──────── EXERCISE INPUTS
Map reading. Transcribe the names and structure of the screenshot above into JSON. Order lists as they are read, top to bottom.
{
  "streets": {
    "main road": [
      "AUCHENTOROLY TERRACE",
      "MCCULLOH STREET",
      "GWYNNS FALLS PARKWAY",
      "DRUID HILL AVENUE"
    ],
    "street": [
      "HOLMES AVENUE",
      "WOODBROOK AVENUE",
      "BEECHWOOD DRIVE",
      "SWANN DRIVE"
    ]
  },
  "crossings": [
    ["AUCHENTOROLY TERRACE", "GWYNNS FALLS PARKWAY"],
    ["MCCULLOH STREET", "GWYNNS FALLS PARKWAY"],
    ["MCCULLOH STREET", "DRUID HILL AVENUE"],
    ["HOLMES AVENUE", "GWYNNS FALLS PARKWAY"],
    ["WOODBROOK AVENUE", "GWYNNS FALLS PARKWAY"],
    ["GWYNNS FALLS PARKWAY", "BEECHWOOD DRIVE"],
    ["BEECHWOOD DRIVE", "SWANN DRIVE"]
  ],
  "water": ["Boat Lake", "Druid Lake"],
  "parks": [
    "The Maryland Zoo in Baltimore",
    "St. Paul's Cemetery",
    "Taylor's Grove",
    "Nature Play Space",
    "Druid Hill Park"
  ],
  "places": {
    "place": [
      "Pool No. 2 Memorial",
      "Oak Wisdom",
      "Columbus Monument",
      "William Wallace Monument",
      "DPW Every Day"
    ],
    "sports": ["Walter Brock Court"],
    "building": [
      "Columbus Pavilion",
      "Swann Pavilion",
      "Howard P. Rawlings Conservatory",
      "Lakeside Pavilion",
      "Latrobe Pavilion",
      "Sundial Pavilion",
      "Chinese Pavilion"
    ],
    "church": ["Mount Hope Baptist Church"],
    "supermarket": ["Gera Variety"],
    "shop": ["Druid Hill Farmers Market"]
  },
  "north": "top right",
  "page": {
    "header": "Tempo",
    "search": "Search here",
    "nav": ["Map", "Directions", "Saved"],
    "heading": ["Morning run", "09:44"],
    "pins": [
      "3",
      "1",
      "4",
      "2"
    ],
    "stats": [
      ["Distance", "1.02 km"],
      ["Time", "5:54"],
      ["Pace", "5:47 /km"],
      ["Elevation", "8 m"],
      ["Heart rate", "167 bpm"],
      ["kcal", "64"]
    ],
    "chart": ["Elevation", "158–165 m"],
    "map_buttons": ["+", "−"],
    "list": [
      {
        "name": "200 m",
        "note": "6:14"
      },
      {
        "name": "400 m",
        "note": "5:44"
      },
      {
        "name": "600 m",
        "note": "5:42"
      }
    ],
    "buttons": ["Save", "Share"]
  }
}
────────────────
The full set of entries above needs to be restated word for word.

Map reading. Transcribe the names and structure of the screenshot above into JSON. Order lists as they are read, top to bottom.
{
  "streets": {
    "main road": [
      "AUCHENTOROLY TERRACE",
      "MCCULLOH STREET",
      "GWYNNS FALLS PARKWAY",
      "DRUID HILL AVENUE"
    ],
    "street": [
      "HOLMES AVENUE",
      "WOODBROOK AVENUE",
      "BEECHWOOD DRIVE",
      "SWANN DRIVE"
    ]
  },
  "crossings": [
    ["AUCHENTOROLY TERRACE", "GWYNNS FALLS PARKWAY"],
    ["MCCULLOH STREET", "GWYNNS FALLS PARKWAY"],
    ["MCCULLOH STREET", "DRUID HILL AVENUE"],
    ["HOLMES AVENUE", "GWYNNS FALLS PARKWAY"],
    ["WOODBROOK AVENUE", "GWYNNS FALLS PARKWAY"],
    ["GWYNNS FALLS PARKWAY", "BEECHWOOD DRIVE"],
    ["BEECHWOOD DRIVE", "SWANN DRIVE"]
  ],
  "water": ["Boat Lake", "Druid Lake"],
  "parks": [
    "The Maryland Zoo in Baltimore",
    "St. Paul's Cemetery",
    "Taylor's Grove",
    "Nature Play Space",
    "Druid Hill Park"
  ],
  "places": {
    "place": [
      "Pool No. 2 Memorial",
      "Oak Wisdom",
      "Columbus Monument",
      "William Wallace Monument",
      "DPW Every Day"
    ],
    "sports": ["Walter Brock Court"],
    "building": [
      "Columbus Pavilion",
      "Swann Pavilion",
      "Howard P. Rawlings Conservatory",
      "Lakeside Pavilion",
      "Latrobe Pavilion",
      "Sundial Pavilion",
      "Chinese Pavilion"
    ],
    "church": ["Mount Hope Baptist Church"],
    "supermarket": ["Gera Variety"],
    "shop": ["Druid Hill Farmers Market"]
  },
  "north": "top right",
  "page": {
    "header": "Tempo",
    "search": "Search here",
    "nav": ["Map", "Directions", "Saved"],
    "heading": ["Morning run", "09:44"],
    "pins": [
      "3",
      "1",
      "4",
      "2"
    ],
    "stats": [
      ["Distance", "1.02 km"],
      ["Time", "5:54"],
      ["Pace", "5:47 /km"],
      ["Elevation", "8 m"],
      ["Heart rate", "167 bpm"],
      ["kcal", "64"]
    ],
    "chart": ["Elevation", "158–165 m"],
    "map_buttons": ["+", "−"],
    "list": [
      {
        "name": "200 m",
        "note": "6:14"
      },
      {
        "name": "400 m",
        "note": "5:44"
      },
      {
        "name": "600 m",
        "note": "5:42"
      }
    ],
    "buttons": ["Save", "Share"]
  }
}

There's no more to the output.